The deals come just as Egypt’s government raised $4 billion in international debt markets on Tuesday, its first such issuance since it floated its currency in November. The offering was oversubscribed, Finance Minister Amr El-Garhy said on Bloomberg TV, as fund managers competed to invest in Africa’s third-largest economy amid growing confidence spurred by the $12 billion IMF loan. The fund released details of the conditions on that lending last week in a report.

“The staff report from the IMF suggests things are heading in the right direction for Egypt,” said Bilal Khan, senior economist for Middle East, North Africa and Pakistan at Standard Chartered Plc in Karachi. “There’s political commitment to implement a reform program.”

Egypt’s 12-month local-currency treasury bills yield about 20 percent.
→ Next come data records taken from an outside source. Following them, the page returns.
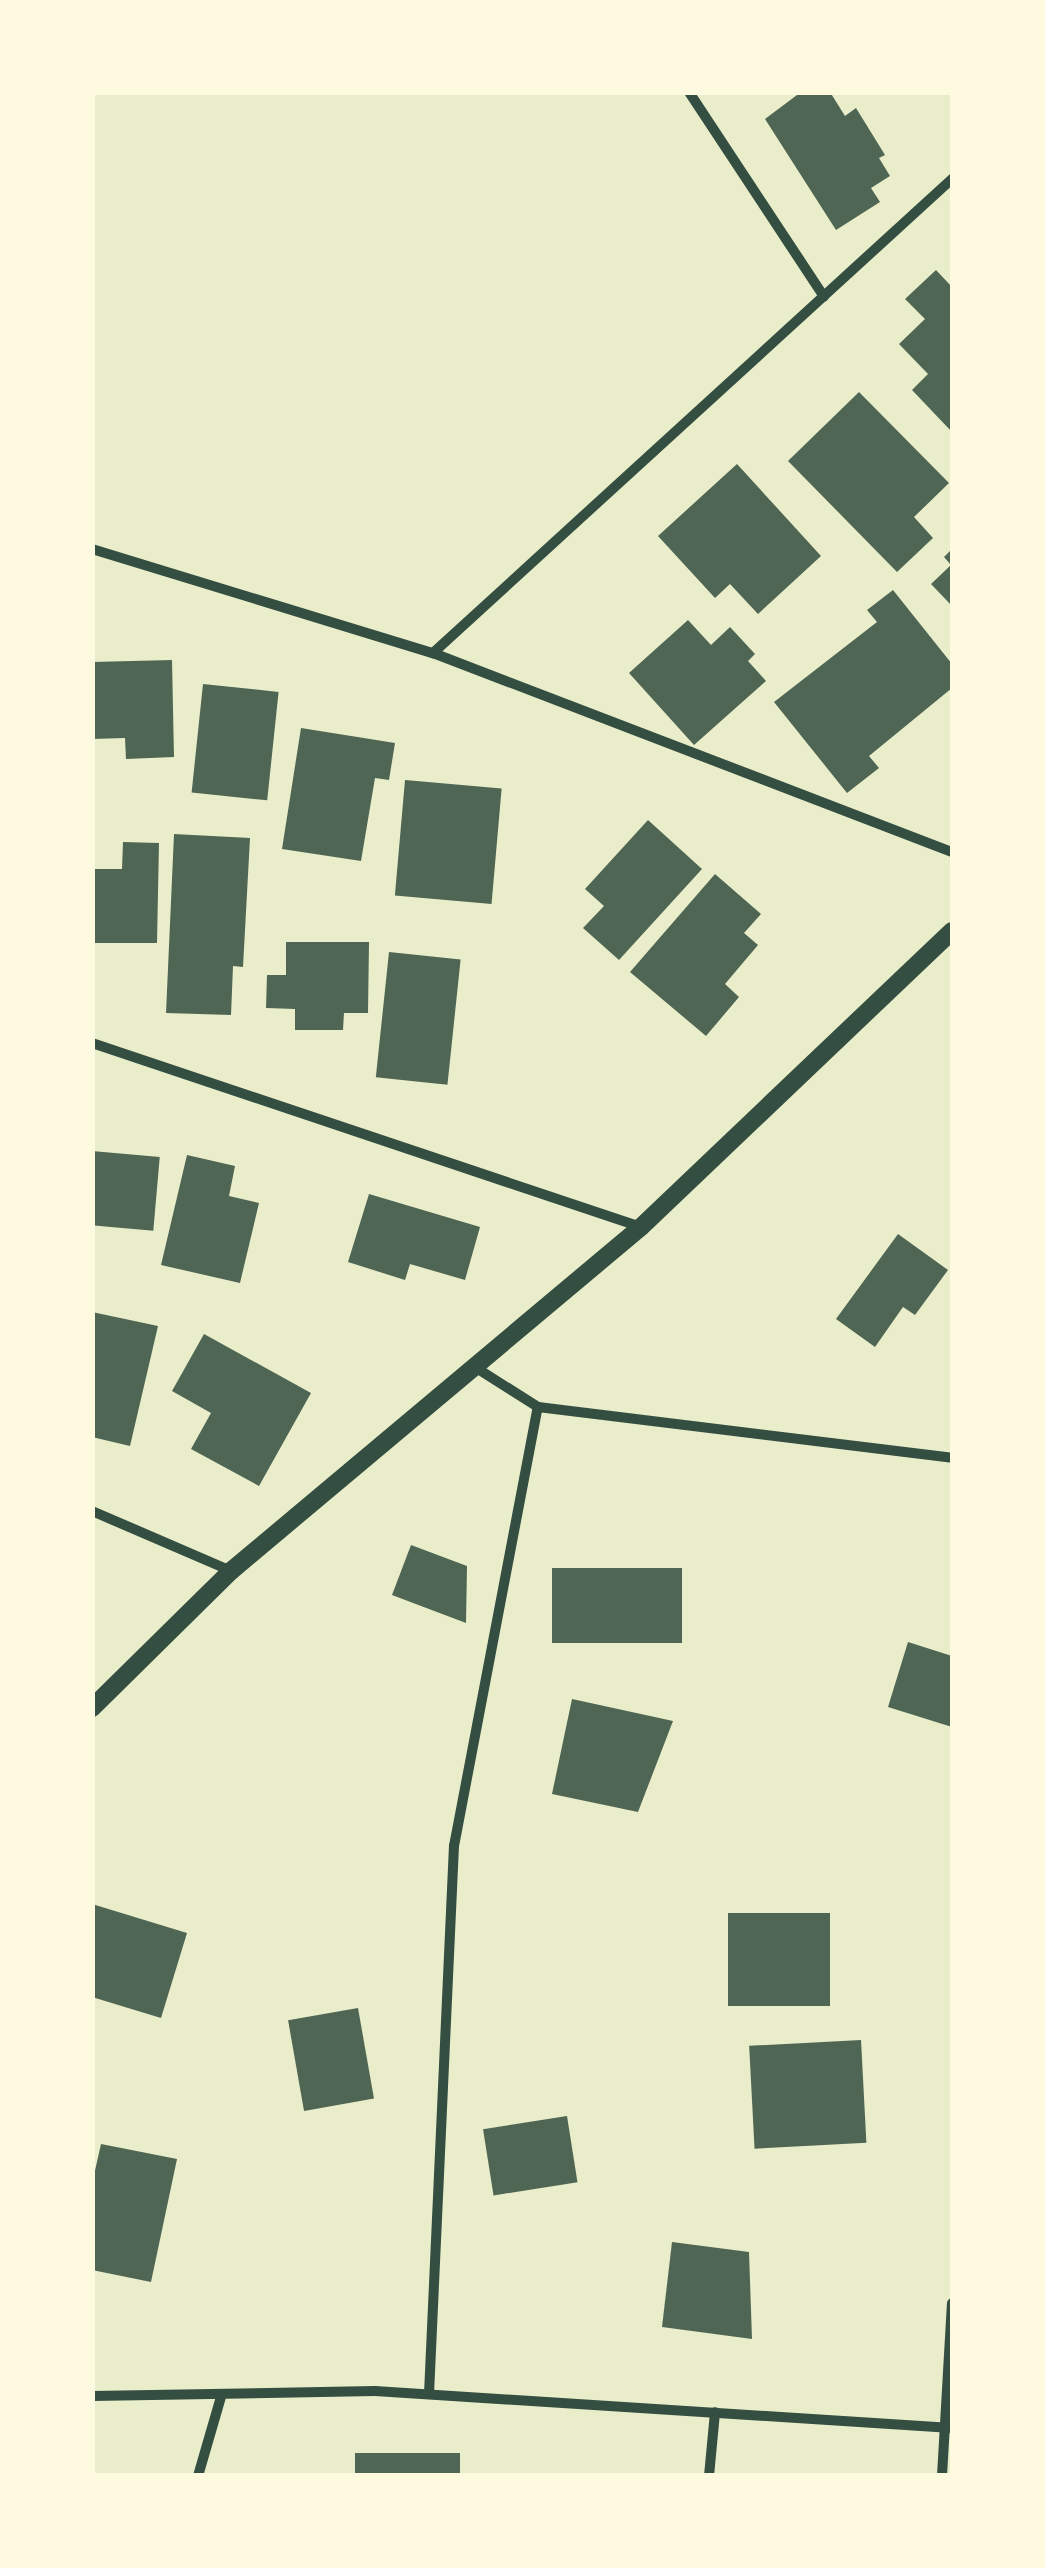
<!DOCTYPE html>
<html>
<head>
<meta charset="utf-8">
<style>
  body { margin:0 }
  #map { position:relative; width:1045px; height:2568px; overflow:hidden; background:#e9edc9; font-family:"DejaVu Sans",sans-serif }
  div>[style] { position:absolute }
  .building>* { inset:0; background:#4f6655; transform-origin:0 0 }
  .minor>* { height:10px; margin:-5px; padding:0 5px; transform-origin:5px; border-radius:5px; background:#344e41 }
  .tertiary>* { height:18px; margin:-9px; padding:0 9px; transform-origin:9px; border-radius:9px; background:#344e41 }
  span { translate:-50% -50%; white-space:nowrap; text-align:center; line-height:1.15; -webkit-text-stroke:8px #fefae0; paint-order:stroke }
  .frame { position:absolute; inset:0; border:95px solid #fefae0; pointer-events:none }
</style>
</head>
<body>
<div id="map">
  <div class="building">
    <i style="clip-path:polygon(801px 92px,830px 92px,845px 116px,856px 108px,885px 155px,879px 158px,890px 176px,871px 188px,880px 202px,836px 230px,765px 119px)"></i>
    <i style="clip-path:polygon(936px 270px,952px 287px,952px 432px,912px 390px,928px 374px,899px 344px,925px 319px,905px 299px)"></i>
    <i style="clip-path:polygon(859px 392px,949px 483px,914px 517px,933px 538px,897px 572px,788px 461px)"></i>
    <i style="clip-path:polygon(737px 464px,821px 556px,758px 614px,730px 584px,715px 598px,658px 536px)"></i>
    <i style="clip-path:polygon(952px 549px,952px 606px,931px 584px,951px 565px,944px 557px)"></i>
    <i style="clip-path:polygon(893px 590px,952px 664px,952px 688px,869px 756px,879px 768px,847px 793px,774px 702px,877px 622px,867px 610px)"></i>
    <i style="clip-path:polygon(688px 620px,711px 645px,730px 627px,755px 654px,748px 661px,766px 681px,694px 745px,629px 673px)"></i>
    <i style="clip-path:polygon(172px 660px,174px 757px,126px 759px,125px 738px,92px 739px,92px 662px)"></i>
    <i style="left:203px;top:684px;width:76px;height:109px;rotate:6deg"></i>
    <i style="clip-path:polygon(301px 728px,395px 743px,389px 780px,375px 778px,361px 861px,282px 849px)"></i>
    <i style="left:405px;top:780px;width:97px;height:116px;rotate:5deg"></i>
    <i style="clip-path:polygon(648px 820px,702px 869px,619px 960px,583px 928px,604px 906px,585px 889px)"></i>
    <i style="clip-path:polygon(174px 834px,250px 838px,243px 967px,233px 966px,231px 1015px,166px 1013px)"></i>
    <i style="clip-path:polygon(123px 842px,159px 843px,157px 943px,92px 943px,92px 869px,122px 869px)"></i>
    <i style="clip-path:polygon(715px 874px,761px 914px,744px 933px,758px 945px,725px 984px,739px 997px,706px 1036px,630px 972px)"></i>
    <i style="clip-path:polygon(286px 942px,369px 942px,368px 1013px,344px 1013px,343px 1030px,295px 1030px,295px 1009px,266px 1008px,267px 975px,286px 975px)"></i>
    <i style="left:389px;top:952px;width:72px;height:126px;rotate:6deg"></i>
    <i style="left:92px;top:1151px;width:68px;height:74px;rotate:5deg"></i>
    <i style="clip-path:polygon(187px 1155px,235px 1166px,229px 1196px,259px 1203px,240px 1283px,161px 1265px)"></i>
    <i style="clip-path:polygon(369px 1194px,480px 1227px,465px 1280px,410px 1264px,405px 1280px,348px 1262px)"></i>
    <i style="clip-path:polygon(898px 1234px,948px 1270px,915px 1315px,903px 1307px,875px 1347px,836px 1319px)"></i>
    <i style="clip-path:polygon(92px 1312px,158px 1326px,130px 1446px,92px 1437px)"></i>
    <i style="clip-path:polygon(204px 1334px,311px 1393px,259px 1486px,191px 1449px,211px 1413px,172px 1391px)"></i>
    <i style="clip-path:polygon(411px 1545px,467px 1566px,466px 1623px,392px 1595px)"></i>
    <i style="left:552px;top:1568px;width:130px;height:75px"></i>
    <i style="clip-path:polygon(908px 1642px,952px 1656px,952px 1727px,888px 1707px)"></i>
    <i style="clip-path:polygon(572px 1699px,673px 1721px,638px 1812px,552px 1794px)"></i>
    <i style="clip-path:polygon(92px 1904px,187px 1933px,161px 2018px,92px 1997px)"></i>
    <i style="left:728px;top:1913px;width:102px;height:93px"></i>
    <i style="left:358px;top:2008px;width:92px;height:71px;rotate:80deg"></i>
    <i style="left:861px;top:2040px;width:103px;height:112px;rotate:87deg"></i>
    <i style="left:567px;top:2116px;width:67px;height:85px;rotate:81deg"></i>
    <i style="clip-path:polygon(101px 2144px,177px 2159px,151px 2282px,92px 2270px,92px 2184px)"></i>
    <i style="clip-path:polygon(672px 2242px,749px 2252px,752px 2339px,662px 2327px)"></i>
    <i style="left:355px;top:2453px;width:105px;height:23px"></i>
  </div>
  <div class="minor">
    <i style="left:689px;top:92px;width:245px;rotate:56.6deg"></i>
    <i style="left:92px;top:549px;width:357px;rotate:17deg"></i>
    <i style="left:433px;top:653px;width:556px;rotate:20.98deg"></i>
    <i style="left:433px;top:653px;width:703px;rotate:-42.41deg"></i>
    <i style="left:92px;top:1043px;width:579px;rotate:18.53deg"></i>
    <i style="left:538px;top:1407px;width:417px;rotate:7deg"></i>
    <i style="left:92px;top:1511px;width:151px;rotate:23.3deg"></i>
    <i style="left:429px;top:2394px;width:549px;rotate:-87.39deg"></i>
    <i style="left:454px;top:1846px;width:447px;rotate:-79.2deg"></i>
    <i style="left:538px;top:1407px;width:71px;rotate:-147.7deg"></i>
    <i style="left:92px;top:2396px;width:283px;rotate:-1deg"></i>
    <i style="left:375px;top:2391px;width:578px;rotate:3.67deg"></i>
    <i style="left:198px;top:2476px;width:82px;rotate:-73.8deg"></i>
    <i style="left:709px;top:2476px;width:64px;rotate:-84.6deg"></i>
    <i style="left:942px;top:2476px;width:173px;rotate:-86.7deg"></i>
  </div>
  <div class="tertiary">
    <i style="left:92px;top:1708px;width:195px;rotate:-44.6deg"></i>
    <i style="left:231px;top:1571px;width:535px;rotate:-40deg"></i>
    <i style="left:641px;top:1227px;width:429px;rotate:-43.6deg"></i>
  </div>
  <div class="frame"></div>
</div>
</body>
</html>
Those rates and the pound’s more than 50 percent plunge since Nov. 1 to about 18.72 per dollar on Friday have attracted global fund managers, according to Richard Lancaster, managing director in emerging markets credit trading for central and eastern Europe, Middle East & Africa at Citigroup.

Attractive Yields
“Given the large recent depreciation of the pound coupled with high yields I would expect further flows to the domestic debt market this year,” he said.

Aberdeen Asset Management returned to the Egyptian bond market purchasing local treasury bills for its EM Frontier Bond Fund after the currency float, according to Imre Tajti, an investment manager at the fund.

“The country’s fundamentals remain challenging but we decided to start investing into local currency instruments again,” he said. “Our investment strategy is very opportunistic and cautious as the market is very choppy and illiquid.”

Austerity measures attached to multilateral loans are frequently unpopular among citizens and present a further risk for investors. When Sri Lanka received its IMF loan last April, a coalition of trade unions and social organizations called for more scrutiny of the pact’s measures.

“It’s safe to say there’s significant implementation risk on the fiscal side which will inevitably have social costs,” said Standard Chartered’s Khan. “The IMF program envisages cutting the fiscal deficit considerably and that involves revenue increasing measures and public expenditure cuts.”